↓↓↓

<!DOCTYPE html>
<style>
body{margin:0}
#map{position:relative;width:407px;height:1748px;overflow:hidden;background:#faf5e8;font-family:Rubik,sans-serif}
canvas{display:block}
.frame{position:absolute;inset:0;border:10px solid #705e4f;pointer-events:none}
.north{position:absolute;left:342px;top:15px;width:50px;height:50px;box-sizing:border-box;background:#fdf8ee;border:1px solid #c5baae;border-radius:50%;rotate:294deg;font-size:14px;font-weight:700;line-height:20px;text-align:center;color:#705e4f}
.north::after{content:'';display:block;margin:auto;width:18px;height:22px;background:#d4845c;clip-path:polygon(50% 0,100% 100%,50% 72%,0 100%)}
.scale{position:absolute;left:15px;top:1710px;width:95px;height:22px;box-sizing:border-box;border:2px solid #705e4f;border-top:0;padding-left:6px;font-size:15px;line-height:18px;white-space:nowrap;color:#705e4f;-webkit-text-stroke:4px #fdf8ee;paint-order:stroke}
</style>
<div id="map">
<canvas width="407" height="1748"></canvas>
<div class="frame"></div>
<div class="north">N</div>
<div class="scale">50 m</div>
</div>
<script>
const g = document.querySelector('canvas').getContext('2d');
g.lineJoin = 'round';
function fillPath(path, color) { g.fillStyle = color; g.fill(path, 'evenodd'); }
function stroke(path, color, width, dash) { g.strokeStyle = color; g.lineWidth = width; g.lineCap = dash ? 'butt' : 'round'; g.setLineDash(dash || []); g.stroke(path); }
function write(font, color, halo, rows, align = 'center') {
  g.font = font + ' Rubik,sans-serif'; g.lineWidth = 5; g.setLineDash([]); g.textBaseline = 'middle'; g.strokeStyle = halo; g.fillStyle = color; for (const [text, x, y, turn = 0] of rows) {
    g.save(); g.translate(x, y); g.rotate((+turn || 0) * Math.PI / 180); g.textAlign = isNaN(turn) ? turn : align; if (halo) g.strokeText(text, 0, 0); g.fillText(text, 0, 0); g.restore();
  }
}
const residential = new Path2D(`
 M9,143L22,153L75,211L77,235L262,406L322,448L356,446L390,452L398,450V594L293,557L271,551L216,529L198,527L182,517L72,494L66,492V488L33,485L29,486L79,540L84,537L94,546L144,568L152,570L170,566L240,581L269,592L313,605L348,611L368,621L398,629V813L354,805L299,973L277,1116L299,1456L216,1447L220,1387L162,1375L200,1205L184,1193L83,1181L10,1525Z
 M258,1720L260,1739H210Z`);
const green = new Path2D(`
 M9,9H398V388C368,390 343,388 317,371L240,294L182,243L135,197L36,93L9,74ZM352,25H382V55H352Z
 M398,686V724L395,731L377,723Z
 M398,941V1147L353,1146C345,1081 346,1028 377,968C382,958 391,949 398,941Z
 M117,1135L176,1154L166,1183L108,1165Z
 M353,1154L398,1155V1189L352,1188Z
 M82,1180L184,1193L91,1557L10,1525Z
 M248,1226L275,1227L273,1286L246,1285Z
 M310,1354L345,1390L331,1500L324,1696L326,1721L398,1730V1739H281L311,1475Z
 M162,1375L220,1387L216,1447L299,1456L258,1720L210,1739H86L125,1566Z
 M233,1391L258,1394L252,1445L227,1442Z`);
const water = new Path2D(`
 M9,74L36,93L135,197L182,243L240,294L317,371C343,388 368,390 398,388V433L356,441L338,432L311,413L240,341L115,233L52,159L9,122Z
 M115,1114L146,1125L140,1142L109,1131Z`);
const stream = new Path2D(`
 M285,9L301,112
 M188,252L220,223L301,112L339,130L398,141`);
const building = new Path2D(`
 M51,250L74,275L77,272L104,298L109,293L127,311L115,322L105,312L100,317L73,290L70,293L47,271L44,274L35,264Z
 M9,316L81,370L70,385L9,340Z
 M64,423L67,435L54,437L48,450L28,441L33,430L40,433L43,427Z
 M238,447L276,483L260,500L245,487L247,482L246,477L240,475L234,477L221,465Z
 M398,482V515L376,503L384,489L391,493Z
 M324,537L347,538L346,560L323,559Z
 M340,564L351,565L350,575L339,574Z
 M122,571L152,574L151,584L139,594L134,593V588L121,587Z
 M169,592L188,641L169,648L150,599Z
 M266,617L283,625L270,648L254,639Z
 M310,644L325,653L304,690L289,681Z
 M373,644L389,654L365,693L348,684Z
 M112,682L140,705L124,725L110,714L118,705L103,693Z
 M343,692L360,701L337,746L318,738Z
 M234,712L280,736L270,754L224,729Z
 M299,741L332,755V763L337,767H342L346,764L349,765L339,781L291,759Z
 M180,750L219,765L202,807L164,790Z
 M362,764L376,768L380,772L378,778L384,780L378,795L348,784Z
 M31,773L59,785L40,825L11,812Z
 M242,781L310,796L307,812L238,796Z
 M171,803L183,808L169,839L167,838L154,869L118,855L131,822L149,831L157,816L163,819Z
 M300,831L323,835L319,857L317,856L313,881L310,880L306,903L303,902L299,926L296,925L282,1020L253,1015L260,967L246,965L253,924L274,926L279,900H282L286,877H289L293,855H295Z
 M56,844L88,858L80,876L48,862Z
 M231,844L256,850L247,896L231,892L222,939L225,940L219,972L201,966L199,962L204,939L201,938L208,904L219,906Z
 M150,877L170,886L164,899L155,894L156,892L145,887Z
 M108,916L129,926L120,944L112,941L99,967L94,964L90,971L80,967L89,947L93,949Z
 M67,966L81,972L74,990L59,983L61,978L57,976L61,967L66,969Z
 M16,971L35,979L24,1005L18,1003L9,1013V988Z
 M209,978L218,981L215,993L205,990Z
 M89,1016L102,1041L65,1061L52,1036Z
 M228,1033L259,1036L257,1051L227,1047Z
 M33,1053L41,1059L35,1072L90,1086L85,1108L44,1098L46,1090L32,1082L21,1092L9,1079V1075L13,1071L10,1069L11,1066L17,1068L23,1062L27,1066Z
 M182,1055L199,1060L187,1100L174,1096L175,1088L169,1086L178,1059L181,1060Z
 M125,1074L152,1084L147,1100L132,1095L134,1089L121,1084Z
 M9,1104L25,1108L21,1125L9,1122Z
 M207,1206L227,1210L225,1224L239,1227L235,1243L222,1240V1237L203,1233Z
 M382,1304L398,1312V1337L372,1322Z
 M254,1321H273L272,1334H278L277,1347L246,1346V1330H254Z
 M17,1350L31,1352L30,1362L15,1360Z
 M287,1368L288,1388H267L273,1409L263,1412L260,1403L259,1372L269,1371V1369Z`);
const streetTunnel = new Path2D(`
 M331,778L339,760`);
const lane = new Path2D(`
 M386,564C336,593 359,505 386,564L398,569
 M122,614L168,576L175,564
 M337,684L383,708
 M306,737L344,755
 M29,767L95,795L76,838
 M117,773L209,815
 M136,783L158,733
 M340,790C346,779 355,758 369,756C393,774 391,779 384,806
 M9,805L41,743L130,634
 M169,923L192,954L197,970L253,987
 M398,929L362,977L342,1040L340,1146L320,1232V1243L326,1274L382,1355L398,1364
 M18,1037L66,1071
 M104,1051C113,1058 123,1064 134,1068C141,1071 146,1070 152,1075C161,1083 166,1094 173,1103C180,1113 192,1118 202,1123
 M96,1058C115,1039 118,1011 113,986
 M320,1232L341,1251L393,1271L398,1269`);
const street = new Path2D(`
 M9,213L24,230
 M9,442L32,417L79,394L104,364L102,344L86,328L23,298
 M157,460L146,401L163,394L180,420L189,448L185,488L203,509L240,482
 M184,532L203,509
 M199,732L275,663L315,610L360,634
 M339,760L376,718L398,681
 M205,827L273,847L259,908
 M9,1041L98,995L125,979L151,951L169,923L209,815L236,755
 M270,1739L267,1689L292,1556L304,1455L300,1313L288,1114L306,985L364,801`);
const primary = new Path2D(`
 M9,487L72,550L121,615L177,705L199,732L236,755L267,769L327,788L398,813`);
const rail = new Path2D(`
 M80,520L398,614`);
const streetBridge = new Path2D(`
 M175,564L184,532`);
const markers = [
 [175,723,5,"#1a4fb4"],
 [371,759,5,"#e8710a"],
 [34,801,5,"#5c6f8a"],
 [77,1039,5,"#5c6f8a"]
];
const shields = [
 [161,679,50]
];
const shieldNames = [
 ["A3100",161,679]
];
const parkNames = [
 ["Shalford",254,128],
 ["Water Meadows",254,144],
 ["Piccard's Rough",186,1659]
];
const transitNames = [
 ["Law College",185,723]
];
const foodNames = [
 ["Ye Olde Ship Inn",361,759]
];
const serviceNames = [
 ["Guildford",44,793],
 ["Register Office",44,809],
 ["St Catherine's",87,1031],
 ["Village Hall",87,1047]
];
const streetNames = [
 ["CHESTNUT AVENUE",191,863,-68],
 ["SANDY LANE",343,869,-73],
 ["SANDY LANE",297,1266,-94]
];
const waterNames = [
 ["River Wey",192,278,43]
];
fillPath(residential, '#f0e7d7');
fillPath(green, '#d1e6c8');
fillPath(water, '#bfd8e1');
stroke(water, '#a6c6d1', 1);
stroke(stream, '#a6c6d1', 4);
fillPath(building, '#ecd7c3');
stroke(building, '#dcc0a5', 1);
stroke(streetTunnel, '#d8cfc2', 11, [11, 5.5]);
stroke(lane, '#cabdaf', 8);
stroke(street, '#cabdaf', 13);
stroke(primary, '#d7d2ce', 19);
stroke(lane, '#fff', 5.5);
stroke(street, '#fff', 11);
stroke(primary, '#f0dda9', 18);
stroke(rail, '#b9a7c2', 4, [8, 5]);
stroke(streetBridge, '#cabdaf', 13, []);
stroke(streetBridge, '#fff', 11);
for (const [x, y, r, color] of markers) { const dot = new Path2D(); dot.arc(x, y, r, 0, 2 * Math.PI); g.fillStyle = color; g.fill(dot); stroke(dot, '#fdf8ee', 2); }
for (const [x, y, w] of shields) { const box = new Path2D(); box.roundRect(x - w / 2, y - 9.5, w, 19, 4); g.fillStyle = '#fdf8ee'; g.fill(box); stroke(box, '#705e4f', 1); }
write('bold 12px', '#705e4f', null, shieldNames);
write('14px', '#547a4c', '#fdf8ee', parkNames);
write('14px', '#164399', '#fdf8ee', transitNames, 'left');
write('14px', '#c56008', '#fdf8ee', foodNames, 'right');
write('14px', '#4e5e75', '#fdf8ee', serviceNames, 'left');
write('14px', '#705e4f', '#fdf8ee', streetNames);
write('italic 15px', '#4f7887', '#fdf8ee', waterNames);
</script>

↑↑↑

Using the listing, collect all lines in which the string "turn" is found.

### Result for this exercise
  g.font = font + ' Rubik,sans-serif'; g.lineWidth = 5; g.setLineDash([]); g.textBaseline = 'middle'; g.strokeStyle = halo; g.fillStyle = color; for (const [text, x, y, turn = 0] of rows) {
    g.save(); g.translate(x, y); g.rotate((+turn || 0) * Math.PI / 180); g.textAlign = isNaN(turn) ? turn : align; if (halo) g.strokeText(text, 0, 0); g.fillText(text, 0, 0); g.restore();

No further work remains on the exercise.